[Saved data entries]

============

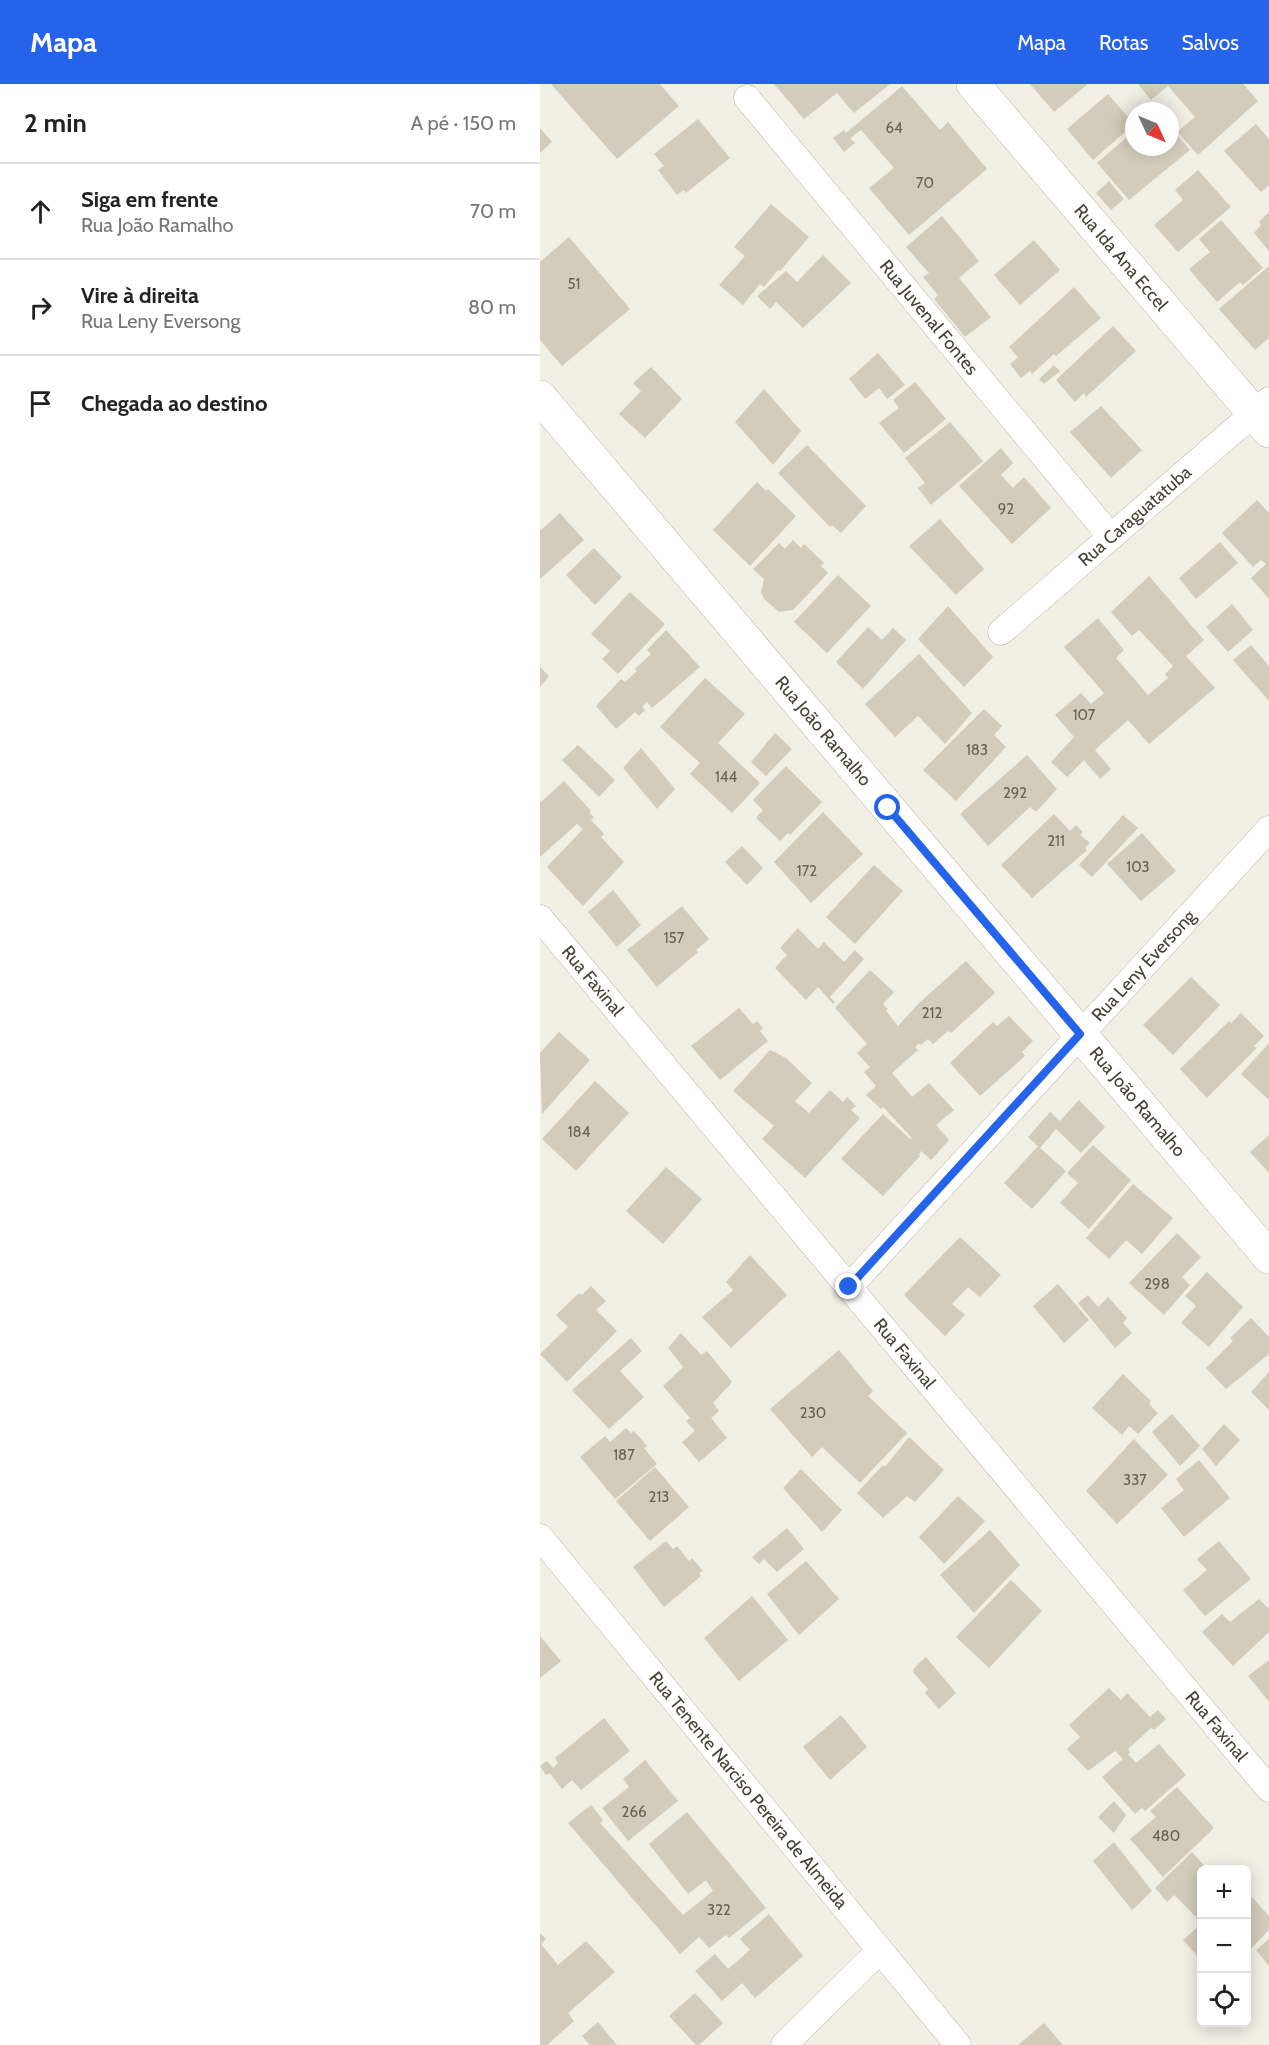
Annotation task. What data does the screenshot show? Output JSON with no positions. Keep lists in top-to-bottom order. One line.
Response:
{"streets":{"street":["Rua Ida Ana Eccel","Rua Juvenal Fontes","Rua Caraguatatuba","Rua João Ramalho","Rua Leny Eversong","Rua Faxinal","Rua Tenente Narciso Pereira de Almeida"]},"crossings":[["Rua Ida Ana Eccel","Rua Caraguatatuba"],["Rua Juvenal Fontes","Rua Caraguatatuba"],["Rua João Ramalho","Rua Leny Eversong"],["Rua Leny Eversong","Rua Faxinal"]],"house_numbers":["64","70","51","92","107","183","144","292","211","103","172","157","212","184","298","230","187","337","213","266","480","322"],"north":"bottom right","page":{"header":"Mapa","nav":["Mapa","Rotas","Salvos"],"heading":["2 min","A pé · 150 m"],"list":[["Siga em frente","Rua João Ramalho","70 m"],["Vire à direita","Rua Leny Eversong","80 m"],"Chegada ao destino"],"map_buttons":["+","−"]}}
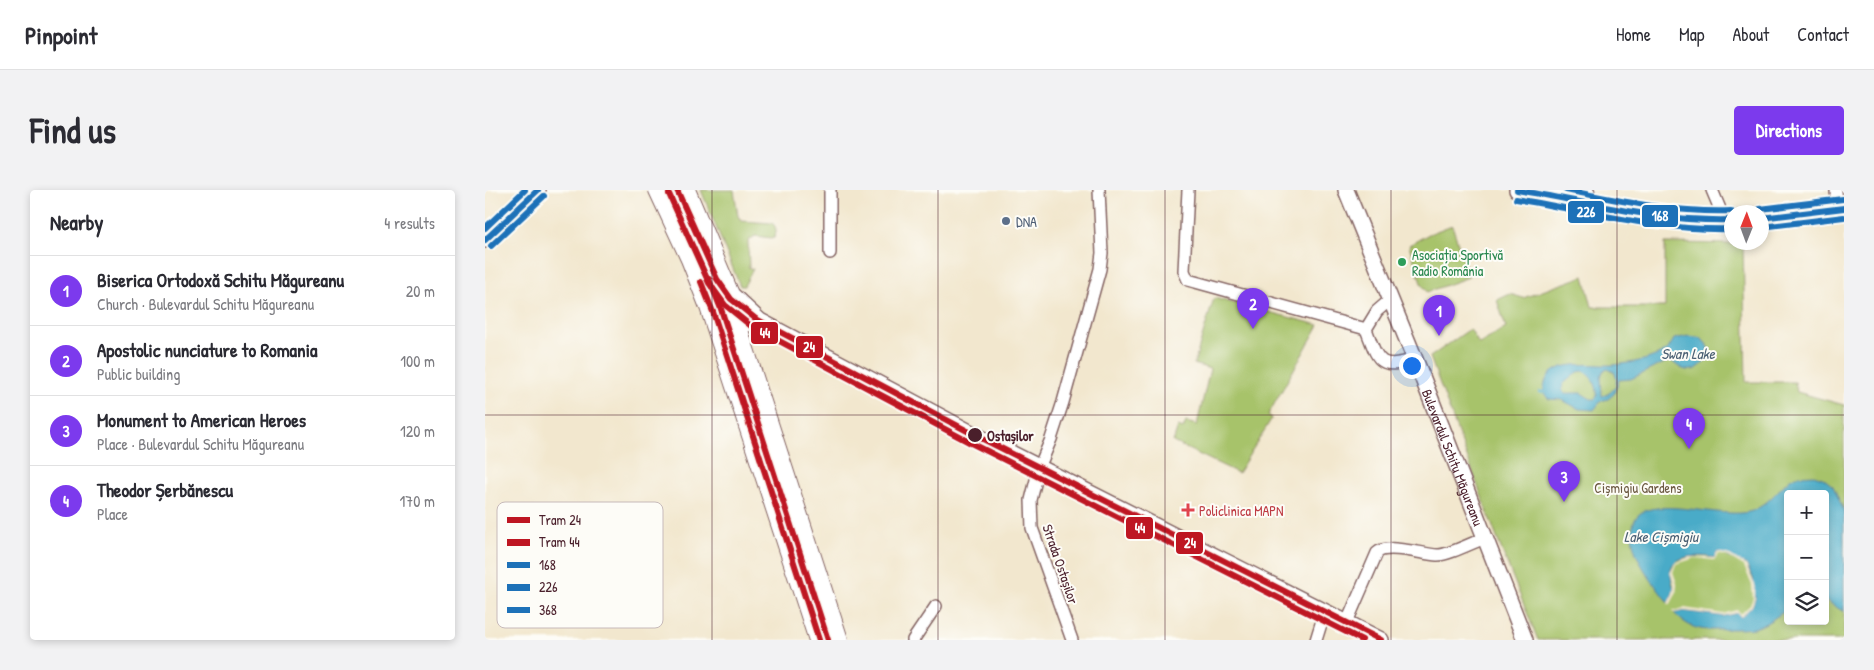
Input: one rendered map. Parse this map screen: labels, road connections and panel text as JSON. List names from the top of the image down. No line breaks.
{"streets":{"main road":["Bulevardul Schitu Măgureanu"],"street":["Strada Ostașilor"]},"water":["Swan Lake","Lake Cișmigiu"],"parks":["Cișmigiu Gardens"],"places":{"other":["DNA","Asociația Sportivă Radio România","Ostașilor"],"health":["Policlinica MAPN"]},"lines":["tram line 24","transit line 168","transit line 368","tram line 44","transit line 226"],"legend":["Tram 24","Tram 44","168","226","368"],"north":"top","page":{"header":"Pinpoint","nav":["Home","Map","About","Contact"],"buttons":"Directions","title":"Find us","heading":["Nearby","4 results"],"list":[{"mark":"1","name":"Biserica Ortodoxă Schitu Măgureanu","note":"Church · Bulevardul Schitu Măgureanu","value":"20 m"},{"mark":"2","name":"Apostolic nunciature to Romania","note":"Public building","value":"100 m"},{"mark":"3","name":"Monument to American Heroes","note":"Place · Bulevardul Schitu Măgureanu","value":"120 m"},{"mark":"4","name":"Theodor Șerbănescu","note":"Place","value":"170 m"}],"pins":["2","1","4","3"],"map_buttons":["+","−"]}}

============

▶ Task instructions: Output the lines from the one with "Input: one rendered" through the end of the records above, exactly, including both ends, and nothing besides.

▶ Response area:
Input: one rendered map. Parse this map screen: labels, road connections and panel text as JSON. List names from the top of the image down. No line breaks.
{"streets":{"main road":["Bulevardul Schitu Măgureanu"],"street":["Strada Ostașilor"]},"water":["Swan Lake","Lake Cișmigiu"],"parks":["Cișmigiu Gardens"],"places":{"other":["DNA","Asociația Sportivă Radio România","Ostașilor"],"health":["Policlinica MAPN"]},"lines":["tram line 24","transit line 168","transit line 368","tram line 44","transit line 226"],"legend":["Tram 24","Tram 44","168","226","368"],"north":"top","page":{"header":"Pinpoint","nav":["Home","Map","About","Contact"],"buttons":"Directions","title":"Find us","heading":["Nearby","4 results"],"list":[{"mark":"1","name":"Biserica Ortodoxă Schitu Măgureanu","note":"Church · Bulevardul Schitu Măgureanu","value":"20 m"},{"mark":"2","name":"Apostolic nunciature to Romania","note":"Public building","value":"100 m"},{"mark":"3","name":"Monument to American Heroes","note":"Place · Bulevardul Schitu Măgureanu","value":"120 m"},{"mark":"4","name":"Theodor Șerbănescu","note":"Place","value":"170 m"}],"pins":["2","1","4","3"],"map_buttons":["+","−"]}}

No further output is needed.